═══ Supplied information ═══

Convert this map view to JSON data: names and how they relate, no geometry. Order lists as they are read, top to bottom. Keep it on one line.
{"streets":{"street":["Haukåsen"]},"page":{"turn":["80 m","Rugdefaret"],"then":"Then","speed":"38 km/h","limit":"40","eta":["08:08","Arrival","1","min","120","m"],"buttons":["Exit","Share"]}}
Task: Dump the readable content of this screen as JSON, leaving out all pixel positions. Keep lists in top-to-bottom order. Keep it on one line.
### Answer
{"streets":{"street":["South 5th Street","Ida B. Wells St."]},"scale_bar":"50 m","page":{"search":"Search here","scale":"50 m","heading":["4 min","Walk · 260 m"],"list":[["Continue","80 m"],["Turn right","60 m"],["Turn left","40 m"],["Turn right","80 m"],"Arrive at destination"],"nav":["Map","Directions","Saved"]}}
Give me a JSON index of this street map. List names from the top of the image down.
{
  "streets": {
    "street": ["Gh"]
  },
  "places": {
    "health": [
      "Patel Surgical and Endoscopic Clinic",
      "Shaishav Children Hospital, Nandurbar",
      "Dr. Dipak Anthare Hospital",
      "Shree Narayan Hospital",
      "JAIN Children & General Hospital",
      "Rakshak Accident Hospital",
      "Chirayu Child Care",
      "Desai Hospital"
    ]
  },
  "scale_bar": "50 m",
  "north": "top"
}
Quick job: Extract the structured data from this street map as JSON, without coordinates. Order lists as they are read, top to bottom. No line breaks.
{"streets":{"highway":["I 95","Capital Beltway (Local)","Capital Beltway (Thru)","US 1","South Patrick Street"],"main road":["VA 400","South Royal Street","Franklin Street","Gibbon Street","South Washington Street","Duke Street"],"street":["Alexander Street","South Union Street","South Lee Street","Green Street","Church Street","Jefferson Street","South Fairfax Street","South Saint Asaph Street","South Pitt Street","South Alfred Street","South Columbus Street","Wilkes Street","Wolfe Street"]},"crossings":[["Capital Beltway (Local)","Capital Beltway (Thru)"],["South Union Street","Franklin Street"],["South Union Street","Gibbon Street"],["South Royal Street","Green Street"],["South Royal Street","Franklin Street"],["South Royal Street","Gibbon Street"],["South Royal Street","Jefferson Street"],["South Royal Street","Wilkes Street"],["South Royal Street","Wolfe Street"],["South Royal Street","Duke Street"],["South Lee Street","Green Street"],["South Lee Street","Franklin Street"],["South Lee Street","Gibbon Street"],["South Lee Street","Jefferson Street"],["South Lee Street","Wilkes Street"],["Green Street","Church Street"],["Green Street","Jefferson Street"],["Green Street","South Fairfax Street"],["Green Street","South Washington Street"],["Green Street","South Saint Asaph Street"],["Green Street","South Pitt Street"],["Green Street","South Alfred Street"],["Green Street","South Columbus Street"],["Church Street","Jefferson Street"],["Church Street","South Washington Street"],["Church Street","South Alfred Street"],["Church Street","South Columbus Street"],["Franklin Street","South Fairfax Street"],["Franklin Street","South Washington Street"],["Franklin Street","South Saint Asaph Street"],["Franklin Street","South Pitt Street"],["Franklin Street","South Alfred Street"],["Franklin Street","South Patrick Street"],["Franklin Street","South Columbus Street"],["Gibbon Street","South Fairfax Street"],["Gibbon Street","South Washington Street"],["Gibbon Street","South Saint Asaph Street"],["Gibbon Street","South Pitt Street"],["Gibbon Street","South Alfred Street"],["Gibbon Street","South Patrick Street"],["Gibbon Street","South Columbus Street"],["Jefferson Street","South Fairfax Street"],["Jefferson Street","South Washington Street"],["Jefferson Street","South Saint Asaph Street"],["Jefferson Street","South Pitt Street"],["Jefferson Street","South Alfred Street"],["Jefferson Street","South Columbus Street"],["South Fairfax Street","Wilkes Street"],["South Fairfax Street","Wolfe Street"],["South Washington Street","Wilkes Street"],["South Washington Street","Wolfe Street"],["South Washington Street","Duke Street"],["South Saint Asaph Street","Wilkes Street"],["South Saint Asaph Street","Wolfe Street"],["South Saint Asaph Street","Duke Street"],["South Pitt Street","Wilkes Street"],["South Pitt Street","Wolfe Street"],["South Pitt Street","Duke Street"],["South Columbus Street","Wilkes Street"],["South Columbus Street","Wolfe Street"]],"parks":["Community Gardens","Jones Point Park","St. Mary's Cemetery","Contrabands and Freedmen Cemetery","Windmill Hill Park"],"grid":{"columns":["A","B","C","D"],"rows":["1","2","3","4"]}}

═══

* What is expected: What lines in the data above contain the word "Hospital"? Copy them all.

* Output of the exercise:
      "Shaishav Children Hospital, Nandurbar",
      "Dr. Dipak Anthare Hospital",
      "Shree Narayan Hospital",
      "JAIN Children & General Hospital",
      "Rakshak Accident Hospital",
      "Desai Hospital"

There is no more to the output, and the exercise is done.